Source material:
####################
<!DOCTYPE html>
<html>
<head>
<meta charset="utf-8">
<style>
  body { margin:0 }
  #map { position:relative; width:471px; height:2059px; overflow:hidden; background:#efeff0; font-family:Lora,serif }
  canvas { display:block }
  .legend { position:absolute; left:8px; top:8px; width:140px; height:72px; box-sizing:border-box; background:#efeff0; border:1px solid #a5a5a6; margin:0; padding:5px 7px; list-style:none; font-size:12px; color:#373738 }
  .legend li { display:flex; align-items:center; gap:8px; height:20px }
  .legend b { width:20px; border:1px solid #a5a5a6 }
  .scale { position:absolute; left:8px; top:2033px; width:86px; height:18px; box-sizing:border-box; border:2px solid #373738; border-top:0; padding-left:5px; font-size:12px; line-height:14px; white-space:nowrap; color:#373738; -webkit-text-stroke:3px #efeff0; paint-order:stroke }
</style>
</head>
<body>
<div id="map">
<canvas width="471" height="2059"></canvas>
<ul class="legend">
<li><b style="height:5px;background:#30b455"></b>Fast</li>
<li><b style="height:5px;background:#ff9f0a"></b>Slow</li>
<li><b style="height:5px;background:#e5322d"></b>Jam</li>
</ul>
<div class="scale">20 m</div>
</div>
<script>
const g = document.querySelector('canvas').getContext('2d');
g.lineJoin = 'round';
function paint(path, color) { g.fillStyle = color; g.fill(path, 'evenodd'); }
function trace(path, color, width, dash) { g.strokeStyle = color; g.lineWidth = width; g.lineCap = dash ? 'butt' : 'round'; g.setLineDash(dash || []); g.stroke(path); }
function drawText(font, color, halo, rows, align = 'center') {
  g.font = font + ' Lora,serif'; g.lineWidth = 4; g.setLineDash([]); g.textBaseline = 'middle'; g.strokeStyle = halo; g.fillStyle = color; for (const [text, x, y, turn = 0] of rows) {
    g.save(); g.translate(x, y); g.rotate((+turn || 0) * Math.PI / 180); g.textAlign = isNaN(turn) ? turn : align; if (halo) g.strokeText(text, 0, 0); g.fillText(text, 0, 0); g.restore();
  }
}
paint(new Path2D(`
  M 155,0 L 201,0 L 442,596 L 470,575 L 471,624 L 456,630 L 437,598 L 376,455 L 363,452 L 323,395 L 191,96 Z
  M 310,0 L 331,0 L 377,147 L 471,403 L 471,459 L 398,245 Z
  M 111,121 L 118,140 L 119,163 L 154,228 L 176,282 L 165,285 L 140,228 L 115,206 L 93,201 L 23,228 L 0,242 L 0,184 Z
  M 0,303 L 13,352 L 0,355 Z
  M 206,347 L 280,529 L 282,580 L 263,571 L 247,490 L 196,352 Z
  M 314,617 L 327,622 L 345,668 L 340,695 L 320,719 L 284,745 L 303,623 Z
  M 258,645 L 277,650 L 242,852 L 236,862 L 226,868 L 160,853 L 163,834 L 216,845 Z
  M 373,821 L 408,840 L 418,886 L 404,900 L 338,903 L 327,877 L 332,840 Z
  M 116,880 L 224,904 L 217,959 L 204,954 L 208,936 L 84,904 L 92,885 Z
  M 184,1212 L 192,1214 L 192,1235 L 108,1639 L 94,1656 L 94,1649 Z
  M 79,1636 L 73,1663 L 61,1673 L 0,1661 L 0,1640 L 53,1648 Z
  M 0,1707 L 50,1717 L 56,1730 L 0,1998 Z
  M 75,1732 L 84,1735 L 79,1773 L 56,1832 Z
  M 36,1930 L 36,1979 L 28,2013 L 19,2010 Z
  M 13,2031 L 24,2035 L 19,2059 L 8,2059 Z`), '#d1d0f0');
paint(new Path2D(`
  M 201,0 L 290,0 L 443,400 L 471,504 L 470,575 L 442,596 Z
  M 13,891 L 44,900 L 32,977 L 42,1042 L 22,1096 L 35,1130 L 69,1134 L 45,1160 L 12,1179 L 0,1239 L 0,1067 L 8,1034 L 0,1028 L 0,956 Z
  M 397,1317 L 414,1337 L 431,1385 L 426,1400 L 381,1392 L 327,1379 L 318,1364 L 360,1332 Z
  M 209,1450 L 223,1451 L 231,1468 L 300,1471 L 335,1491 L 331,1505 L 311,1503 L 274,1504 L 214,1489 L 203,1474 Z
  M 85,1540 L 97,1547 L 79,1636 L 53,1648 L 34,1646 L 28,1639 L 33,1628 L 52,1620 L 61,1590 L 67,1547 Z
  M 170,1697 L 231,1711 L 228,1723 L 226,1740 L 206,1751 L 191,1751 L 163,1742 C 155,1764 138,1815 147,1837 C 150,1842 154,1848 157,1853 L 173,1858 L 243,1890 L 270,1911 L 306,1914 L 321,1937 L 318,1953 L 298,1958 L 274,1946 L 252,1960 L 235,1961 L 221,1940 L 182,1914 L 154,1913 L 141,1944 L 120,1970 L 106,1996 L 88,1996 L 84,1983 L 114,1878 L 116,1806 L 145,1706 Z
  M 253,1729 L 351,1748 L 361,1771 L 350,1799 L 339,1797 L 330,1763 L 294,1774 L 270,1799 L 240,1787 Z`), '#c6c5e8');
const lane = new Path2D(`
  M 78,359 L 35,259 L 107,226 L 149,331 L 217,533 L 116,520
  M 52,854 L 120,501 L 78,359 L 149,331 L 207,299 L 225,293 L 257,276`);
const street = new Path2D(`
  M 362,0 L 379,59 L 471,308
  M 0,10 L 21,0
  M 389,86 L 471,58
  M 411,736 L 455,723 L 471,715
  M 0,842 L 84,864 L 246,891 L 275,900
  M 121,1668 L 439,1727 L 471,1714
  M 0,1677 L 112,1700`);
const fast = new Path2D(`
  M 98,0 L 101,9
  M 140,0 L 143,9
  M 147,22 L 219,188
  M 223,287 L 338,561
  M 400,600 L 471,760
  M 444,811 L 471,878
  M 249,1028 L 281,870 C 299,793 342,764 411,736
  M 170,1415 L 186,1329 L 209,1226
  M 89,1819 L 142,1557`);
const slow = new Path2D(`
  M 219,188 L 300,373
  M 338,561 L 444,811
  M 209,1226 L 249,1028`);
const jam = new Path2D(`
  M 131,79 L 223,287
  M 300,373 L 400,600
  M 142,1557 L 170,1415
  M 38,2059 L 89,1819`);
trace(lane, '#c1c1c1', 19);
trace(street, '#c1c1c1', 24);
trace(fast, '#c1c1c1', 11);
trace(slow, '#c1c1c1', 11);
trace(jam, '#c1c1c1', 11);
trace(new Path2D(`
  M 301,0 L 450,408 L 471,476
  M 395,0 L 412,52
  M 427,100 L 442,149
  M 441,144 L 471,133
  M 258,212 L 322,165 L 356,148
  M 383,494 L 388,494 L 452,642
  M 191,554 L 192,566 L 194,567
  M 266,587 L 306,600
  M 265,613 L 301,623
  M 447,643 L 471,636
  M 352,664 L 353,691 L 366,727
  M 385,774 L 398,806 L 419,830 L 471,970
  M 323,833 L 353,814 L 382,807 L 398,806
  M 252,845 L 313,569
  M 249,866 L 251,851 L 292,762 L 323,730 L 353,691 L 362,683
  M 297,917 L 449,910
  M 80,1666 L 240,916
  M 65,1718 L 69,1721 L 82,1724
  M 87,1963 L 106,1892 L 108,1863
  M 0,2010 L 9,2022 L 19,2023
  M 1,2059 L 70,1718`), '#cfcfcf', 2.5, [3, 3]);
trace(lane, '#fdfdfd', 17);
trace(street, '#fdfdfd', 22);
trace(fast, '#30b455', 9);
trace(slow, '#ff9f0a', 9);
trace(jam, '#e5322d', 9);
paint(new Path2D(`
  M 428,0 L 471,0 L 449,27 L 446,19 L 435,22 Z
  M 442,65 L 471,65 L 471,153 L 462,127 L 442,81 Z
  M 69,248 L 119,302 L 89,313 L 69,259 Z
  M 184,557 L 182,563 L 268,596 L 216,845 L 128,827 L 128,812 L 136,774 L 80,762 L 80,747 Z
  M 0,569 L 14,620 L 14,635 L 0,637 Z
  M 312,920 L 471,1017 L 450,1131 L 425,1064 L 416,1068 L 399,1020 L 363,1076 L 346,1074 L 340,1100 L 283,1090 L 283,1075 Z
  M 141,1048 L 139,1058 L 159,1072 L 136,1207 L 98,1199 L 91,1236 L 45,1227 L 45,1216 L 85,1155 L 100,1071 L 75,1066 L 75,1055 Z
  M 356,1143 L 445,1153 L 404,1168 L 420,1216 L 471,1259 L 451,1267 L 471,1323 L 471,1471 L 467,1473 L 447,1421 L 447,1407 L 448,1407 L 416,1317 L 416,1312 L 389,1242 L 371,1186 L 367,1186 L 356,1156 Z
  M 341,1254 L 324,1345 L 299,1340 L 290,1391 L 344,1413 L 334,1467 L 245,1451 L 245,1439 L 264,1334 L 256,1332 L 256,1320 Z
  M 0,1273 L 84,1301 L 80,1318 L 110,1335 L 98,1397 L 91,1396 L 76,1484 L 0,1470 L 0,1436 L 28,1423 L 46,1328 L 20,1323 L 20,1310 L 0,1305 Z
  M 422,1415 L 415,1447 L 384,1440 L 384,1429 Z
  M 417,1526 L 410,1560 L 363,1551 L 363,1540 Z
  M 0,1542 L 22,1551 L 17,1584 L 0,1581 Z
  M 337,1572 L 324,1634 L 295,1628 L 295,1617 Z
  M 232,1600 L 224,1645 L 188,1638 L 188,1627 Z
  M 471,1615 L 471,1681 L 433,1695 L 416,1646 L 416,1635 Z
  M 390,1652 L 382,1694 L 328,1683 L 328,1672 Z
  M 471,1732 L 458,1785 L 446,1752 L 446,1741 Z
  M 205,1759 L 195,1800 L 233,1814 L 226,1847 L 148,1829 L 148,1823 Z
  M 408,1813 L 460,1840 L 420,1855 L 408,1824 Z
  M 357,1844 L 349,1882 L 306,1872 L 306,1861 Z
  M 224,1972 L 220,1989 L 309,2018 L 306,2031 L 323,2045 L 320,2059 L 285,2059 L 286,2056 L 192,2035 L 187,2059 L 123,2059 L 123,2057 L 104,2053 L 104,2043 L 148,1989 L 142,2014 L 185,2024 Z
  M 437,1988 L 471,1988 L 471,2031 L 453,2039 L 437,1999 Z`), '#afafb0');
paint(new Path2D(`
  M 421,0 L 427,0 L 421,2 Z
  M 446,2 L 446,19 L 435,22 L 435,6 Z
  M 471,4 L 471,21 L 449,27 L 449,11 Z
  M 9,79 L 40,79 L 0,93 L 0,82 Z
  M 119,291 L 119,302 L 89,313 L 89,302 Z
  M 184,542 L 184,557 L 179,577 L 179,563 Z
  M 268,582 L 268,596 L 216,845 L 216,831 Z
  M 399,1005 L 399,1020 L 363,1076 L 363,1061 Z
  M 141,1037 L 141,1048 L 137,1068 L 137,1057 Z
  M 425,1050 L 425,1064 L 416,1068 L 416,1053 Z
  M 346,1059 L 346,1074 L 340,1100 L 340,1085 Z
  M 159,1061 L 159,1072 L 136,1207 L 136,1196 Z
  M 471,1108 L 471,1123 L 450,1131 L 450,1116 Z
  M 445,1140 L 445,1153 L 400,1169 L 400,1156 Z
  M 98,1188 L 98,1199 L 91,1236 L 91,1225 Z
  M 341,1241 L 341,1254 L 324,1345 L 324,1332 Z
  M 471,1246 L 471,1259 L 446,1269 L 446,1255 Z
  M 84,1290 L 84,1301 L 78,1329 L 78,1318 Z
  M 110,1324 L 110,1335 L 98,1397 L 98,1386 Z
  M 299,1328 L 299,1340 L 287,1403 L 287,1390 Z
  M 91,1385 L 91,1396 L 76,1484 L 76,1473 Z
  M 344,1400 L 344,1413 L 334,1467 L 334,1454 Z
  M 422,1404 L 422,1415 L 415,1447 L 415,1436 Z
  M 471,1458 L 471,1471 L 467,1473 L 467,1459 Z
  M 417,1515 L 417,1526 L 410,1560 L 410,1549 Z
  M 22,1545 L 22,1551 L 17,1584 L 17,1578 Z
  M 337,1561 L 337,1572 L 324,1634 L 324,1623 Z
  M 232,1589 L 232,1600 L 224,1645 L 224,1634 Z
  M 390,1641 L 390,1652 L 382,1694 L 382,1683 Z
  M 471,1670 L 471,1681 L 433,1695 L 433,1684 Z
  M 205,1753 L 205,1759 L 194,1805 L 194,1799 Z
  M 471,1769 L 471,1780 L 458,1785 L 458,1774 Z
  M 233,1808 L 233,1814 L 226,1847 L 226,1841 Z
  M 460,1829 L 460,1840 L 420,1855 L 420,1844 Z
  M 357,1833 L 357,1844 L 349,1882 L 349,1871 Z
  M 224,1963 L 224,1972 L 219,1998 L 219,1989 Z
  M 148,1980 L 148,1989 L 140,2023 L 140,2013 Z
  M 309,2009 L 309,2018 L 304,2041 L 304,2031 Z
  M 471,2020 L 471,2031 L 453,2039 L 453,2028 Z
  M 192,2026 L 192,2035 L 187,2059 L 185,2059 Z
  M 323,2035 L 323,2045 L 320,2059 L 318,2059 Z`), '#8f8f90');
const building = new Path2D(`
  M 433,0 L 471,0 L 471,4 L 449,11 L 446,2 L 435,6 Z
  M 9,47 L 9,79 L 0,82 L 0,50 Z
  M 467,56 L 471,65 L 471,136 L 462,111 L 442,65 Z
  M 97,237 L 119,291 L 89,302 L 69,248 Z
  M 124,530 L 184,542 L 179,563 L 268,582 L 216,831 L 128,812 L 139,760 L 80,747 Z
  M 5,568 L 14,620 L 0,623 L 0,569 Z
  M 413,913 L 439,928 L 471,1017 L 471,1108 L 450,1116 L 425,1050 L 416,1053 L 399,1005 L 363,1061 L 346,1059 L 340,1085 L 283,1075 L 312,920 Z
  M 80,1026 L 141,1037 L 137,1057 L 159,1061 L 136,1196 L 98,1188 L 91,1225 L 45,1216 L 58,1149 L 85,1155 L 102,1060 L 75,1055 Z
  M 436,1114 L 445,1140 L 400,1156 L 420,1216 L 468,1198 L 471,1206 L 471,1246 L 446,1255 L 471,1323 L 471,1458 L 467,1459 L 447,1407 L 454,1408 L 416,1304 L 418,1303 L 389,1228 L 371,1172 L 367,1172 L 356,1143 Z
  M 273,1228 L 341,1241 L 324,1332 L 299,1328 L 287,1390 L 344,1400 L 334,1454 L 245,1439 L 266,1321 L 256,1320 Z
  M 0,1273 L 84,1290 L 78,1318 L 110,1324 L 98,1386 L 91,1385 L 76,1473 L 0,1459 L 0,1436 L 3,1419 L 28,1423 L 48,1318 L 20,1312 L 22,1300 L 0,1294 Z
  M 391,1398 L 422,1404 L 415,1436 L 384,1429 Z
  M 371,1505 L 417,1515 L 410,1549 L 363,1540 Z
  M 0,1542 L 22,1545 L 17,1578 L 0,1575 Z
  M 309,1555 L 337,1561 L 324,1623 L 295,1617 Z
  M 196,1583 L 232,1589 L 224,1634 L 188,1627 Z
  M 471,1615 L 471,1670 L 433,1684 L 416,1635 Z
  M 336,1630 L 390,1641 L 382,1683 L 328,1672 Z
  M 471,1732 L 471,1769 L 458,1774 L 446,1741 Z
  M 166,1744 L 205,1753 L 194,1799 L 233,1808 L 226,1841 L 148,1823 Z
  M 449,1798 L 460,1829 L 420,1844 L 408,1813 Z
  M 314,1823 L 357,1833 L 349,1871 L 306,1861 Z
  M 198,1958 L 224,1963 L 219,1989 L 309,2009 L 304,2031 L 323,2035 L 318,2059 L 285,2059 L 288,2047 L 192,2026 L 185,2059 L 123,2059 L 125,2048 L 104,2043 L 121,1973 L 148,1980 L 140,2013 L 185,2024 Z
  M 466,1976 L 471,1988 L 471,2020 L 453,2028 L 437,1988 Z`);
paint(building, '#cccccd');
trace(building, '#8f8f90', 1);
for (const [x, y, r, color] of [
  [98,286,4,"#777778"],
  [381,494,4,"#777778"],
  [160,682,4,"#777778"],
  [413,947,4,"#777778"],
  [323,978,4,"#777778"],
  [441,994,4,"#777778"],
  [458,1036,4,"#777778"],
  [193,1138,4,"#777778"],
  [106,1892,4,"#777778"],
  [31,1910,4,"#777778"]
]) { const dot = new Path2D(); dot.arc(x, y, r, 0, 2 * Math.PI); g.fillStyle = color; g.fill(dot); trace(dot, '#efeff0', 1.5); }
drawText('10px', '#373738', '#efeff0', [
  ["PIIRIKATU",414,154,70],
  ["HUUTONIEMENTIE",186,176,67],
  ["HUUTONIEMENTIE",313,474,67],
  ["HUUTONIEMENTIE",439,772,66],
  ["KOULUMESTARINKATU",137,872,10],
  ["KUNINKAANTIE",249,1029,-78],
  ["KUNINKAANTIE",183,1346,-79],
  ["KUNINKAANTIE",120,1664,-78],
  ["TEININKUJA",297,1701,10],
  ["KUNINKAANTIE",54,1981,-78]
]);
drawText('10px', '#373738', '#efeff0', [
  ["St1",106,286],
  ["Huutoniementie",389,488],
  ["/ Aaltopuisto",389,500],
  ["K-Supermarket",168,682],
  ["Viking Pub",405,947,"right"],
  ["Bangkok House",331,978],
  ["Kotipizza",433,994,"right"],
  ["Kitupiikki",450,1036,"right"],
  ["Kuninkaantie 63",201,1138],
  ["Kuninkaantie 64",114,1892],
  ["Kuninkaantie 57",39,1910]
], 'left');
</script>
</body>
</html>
####################
Problem description:
Go through the data and show every line where "align" occurs.

Task response:
  .legend li { display:flex; align-items:center; gap:8px; height:20px }
function drawText(font, color, halo, rows, align = 'center') {
    g.save(); g.translate(x, y); g.rotate((+turn || 0) * Math.PI / 180); g.textAlign = isNaN(turn) ? turn : align; if (halo) g.strokeText(text, 0, 0); g.fillText(text, 0, 0); g.restore();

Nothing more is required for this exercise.